Friday, September 7, 2012

The Big SIP


Right now, a lot of businesses are looking to SIP to save money by using a single IP pipe to their provider- like SNET- for voice calls and reducing or eliminating recurring network charges. But that’s really just the start. The current uptake in SIP services is an indicator of what the future holds: SIP is big.

You may have already heard of SIP. And if you haven’t, the chances are good you will very soon.

SIP is a communications protocol that is becoming extremely popular. How popular? Consider this: Infonetics (www.infonetics.com) reports that in 2011, telco companies saw their revenues from SIP-based services jump 128%. So, even if you are not yet thinking about how to use SIP in your business, the chances are good that one of your competitors is ahead of you.

Very simply, SIP—the initials stand for Session Initiation Protocol—radically simplifies communication between people, places, devices, applications and services. Just about anything that can be tagged with an IP address can be connected via SIP. It simplifies how quickly people can connect and collaborate. And it eliminates the need for a lot of phone lines and extra hardware. In fact, many S-NET customers have reported a return on investment (ROI) of 6–12 months by investing in SIP-based solutions. 

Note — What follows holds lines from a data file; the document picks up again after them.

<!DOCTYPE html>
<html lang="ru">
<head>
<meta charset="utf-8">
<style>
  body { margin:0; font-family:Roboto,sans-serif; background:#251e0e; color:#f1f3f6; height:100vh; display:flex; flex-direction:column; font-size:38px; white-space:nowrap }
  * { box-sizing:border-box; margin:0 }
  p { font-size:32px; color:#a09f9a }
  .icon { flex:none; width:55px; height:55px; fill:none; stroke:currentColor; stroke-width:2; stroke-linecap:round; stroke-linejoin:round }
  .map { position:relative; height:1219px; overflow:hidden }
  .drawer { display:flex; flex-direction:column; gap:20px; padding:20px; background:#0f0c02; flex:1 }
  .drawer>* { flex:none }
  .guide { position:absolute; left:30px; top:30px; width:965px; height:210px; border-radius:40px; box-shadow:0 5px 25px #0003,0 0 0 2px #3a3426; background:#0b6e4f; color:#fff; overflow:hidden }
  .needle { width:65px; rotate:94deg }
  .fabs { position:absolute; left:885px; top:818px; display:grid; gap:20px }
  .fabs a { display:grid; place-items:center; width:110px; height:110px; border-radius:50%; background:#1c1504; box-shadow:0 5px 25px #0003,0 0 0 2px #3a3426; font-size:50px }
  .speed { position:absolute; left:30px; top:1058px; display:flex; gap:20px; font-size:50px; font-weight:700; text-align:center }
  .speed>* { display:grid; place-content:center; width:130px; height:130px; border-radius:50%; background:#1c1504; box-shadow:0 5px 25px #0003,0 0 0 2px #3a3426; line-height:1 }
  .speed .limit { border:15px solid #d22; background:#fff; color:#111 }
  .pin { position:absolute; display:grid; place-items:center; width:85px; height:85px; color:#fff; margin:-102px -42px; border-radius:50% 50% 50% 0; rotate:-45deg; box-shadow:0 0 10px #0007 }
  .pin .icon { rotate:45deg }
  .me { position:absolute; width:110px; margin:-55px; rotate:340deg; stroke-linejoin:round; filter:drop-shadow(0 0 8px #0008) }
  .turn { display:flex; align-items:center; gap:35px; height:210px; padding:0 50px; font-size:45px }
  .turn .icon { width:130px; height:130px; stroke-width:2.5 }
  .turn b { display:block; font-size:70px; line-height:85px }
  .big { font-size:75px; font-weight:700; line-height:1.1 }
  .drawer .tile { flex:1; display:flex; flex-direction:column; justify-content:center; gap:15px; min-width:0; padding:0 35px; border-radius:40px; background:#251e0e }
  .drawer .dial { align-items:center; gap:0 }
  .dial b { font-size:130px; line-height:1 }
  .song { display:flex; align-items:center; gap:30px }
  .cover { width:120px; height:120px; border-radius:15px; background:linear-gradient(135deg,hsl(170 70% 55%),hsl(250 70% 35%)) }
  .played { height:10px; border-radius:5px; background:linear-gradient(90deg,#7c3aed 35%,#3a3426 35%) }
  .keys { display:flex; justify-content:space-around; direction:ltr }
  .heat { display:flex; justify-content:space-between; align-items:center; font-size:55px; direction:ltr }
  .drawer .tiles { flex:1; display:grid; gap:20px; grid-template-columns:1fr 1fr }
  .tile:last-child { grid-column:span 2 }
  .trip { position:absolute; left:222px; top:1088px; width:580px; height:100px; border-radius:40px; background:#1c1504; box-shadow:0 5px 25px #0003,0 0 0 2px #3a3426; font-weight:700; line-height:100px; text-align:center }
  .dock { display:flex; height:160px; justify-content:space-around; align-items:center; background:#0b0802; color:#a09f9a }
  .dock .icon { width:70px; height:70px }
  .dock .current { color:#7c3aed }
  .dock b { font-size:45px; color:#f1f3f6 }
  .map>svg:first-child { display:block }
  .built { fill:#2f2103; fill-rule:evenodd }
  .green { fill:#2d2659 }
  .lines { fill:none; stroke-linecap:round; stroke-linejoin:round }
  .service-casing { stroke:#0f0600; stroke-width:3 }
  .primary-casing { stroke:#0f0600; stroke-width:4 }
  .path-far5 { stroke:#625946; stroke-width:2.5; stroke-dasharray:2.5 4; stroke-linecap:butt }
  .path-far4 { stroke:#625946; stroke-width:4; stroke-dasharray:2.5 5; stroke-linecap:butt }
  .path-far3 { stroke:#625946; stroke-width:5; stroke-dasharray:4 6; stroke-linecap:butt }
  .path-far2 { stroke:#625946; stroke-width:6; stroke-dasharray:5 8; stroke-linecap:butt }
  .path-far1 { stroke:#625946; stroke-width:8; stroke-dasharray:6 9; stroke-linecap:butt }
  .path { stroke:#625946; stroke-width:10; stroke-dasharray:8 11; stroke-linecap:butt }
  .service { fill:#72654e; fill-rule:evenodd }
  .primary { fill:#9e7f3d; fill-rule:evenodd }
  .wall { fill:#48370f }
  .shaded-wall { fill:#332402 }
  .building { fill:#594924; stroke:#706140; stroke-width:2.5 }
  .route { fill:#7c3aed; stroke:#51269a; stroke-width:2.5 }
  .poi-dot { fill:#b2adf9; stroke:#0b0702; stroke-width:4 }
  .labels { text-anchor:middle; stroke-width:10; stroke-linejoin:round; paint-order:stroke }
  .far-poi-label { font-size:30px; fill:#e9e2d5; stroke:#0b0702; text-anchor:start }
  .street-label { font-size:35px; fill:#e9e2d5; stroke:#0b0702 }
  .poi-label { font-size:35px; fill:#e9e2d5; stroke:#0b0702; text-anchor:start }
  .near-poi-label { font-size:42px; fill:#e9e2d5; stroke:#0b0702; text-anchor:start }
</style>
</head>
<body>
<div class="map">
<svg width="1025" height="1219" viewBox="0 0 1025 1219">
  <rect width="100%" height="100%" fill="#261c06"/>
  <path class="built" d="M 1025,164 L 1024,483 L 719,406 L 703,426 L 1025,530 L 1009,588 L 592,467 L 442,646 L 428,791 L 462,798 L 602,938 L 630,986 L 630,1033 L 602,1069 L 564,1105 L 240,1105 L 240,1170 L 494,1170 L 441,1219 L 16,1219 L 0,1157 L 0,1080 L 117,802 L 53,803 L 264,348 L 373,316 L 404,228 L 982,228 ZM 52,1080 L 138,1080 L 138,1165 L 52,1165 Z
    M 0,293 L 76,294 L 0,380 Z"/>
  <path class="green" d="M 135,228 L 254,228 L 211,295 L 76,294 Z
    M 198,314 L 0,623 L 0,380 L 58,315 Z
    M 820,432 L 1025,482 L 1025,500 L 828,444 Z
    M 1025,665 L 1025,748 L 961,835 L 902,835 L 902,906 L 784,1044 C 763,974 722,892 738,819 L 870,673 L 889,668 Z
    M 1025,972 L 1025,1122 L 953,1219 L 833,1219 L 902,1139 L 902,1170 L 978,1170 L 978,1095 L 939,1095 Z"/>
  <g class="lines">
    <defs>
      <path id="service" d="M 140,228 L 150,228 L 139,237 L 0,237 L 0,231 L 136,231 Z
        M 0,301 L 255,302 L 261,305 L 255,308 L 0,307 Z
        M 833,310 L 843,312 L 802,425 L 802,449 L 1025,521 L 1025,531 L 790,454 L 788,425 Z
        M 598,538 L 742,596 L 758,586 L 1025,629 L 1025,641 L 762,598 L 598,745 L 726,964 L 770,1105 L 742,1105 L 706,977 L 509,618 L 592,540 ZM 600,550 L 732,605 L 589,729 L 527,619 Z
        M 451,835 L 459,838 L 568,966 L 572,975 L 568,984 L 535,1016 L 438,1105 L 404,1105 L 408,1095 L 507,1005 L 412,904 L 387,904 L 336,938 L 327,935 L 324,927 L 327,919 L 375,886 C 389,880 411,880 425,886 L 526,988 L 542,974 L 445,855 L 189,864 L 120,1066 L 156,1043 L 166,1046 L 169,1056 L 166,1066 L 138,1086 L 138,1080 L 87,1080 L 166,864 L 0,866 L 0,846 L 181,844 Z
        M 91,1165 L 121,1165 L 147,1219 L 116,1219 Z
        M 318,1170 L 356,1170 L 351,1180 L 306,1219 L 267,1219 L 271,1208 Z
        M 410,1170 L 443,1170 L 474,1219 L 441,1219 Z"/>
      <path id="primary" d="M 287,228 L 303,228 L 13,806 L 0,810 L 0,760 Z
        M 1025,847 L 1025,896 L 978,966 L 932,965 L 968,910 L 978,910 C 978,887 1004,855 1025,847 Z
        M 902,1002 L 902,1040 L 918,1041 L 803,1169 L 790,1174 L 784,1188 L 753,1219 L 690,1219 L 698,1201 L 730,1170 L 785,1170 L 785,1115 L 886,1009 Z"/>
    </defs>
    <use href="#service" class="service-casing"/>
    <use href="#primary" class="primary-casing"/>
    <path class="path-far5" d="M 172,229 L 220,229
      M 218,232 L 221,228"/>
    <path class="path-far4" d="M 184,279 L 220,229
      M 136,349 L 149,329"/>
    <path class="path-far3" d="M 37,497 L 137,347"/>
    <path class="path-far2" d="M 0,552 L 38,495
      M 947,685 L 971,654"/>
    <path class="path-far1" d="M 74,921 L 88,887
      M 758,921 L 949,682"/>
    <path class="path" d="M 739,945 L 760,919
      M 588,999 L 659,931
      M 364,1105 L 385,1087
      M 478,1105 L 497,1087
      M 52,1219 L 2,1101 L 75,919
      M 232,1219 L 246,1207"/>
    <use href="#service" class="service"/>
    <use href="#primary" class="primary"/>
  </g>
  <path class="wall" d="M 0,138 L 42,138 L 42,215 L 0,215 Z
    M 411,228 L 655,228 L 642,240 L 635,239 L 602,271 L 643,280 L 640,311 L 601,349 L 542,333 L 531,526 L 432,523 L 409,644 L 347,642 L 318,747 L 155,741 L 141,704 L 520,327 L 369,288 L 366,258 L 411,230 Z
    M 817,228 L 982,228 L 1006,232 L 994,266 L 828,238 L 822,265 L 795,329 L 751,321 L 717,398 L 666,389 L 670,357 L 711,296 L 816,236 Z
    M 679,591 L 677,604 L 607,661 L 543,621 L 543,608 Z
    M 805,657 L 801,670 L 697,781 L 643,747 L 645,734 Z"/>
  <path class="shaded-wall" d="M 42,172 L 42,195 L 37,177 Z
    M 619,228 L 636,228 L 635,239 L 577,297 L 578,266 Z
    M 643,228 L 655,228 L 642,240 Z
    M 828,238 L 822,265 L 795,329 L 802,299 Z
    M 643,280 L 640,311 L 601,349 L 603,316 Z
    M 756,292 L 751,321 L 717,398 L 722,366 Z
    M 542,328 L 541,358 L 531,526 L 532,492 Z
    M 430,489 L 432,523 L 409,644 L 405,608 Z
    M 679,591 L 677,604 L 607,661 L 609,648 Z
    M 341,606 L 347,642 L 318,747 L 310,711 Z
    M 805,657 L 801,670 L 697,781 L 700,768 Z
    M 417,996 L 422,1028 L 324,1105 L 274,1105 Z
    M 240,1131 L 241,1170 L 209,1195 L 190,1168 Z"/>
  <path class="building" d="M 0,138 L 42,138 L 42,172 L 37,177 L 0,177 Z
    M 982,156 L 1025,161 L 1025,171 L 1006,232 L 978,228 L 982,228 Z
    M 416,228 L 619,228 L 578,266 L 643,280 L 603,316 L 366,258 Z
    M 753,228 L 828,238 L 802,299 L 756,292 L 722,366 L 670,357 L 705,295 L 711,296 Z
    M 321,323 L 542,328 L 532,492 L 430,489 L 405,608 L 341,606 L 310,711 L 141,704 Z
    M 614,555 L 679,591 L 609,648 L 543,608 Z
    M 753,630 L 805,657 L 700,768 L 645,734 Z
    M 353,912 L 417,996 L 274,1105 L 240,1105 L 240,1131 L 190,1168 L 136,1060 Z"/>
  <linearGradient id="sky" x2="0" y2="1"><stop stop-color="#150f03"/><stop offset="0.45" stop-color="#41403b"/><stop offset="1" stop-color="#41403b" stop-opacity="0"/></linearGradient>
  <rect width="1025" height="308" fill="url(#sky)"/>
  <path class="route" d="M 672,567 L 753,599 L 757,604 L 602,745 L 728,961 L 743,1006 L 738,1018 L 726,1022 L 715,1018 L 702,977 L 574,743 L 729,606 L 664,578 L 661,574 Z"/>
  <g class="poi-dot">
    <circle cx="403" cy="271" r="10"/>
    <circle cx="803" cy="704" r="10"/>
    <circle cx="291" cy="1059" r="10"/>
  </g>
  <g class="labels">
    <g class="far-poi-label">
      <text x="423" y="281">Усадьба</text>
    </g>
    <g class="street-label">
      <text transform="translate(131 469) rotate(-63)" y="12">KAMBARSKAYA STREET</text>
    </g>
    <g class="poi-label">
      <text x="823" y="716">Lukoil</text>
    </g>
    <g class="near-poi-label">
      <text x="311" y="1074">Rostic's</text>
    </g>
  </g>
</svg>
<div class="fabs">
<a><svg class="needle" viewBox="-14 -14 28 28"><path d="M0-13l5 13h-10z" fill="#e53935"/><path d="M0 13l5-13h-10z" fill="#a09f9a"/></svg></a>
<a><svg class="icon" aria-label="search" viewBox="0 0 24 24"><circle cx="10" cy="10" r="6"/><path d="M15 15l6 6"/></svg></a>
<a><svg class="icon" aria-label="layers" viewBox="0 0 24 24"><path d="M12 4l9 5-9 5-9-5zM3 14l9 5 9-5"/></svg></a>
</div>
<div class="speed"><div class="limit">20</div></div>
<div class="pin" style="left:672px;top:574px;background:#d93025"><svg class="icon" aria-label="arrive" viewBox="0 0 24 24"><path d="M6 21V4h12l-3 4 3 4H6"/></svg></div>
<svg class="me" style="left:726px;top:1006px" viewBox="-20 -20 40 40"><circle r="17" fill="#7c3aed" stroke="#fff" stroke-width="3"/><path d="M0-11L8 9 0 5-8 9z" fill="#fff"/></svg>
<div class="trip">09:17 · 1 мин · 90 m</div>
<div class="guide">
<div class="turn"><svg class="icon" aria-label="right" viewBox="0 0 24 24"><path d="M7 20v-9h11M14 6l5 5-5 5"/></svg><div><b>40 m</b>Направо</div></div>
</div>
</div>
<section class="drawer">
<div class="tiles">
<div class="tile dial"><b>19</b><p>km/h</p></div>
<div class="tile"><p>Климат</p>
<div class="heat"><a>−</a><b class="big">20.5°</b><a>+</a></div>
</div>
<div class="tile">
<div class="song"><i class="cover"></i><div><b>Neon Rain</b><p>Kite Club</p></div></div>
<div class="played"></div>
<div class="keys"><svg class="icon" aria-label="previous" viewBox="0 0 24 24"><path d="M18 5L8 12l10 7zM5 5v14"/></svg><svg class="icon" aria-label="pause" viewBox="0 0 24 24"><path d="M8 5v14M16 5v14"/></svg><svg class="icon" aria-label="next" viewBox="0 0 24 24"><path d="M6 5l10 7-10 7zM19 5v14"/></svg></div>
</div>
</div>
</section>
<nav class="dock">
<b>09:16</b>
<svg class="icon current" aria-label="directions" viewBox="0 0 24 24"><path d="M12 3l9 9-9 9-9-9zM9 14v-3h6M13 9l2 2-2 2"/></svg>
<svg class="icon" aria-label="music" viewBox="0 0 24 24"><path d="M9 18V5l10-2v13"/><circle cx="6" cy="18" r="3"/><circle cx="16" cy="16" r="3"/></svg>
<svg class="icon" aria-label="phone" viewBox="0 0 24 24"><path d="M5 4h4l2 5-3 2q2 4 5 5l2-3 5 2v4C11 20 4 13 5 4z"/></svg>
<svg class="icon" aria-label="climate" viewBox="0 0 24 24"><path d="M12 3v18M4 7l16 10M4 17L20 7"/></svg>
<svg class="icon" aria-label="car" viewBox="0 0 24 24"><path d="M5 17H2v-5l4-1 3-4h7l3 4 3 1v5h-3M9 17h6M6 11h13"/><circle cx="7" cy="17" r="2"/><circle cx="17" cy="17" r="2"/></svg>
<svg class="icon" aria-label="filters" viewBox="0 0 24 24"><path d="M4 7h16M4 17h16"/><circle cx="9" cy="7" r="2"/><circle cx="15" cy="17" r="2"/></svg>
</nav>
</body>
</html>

But what makes SIP so revolutionary is not simply its ability to save money. SIP changes how you think about using communications in your business.

 Here are six SIP scenarios. See if any apply to you:

You have multiple business locations. Each one must have a local phone number. But you want calls to those locations to get routed to a central service center where they can be more efficiently handled by people with the time and training. In the past, to get this kind of capability you might have had to rent 800 numbers and/or extra lines that sat unused most of the time. SIP gives you the best of both worlds: local presence and the cost efficiencies of centralization.

You have a mobile phone, several e-mail addresses, a bunch of landlines and a slew of IM contact names. You are tired of giving out all your contact information. With SIP you won’t have to: SIP establishes an “address of record”—an AOR—that provides a single, unifying identifier as your “public address.” People can reach you without having to know each of your unique device addresses or phone numbers.

You find it annoying to keep letting people know about your availability, i.e., “for the rest of the day, call me on my mobile.” Let SIP do this for you. SIP can make call-routing decisions for you by checking your calendar or seeing when you last checked your e-mail or used your mobile phone.

You are handling a conference call from your hotel room, but have to check out and want to keep the call going on your mobile. Or, you are on your mobile, but need to view a document and would like to transfer the conference call to your tablet. SIP makes all of that possible.

You operate a customer service operation using agents working from home. You want them to be able to serve customers using e-mail, instant messaging, Web chat, video, or a phone call. Rely on SIP to make it happen.

You use various programs in your business to keep track of sales, inventory, production scheduling, etc. When a problem arises, i.e., a shortage in a particular part, you would like to have a click-to-conference button on the program itself so you can quickly see who is available, initiate the call and share the application. SIP makes that possible. In fact, many applications using dynamic linked libraries (DLLs in Windows and shared libraries in Linux) are ready to be connected using SIP.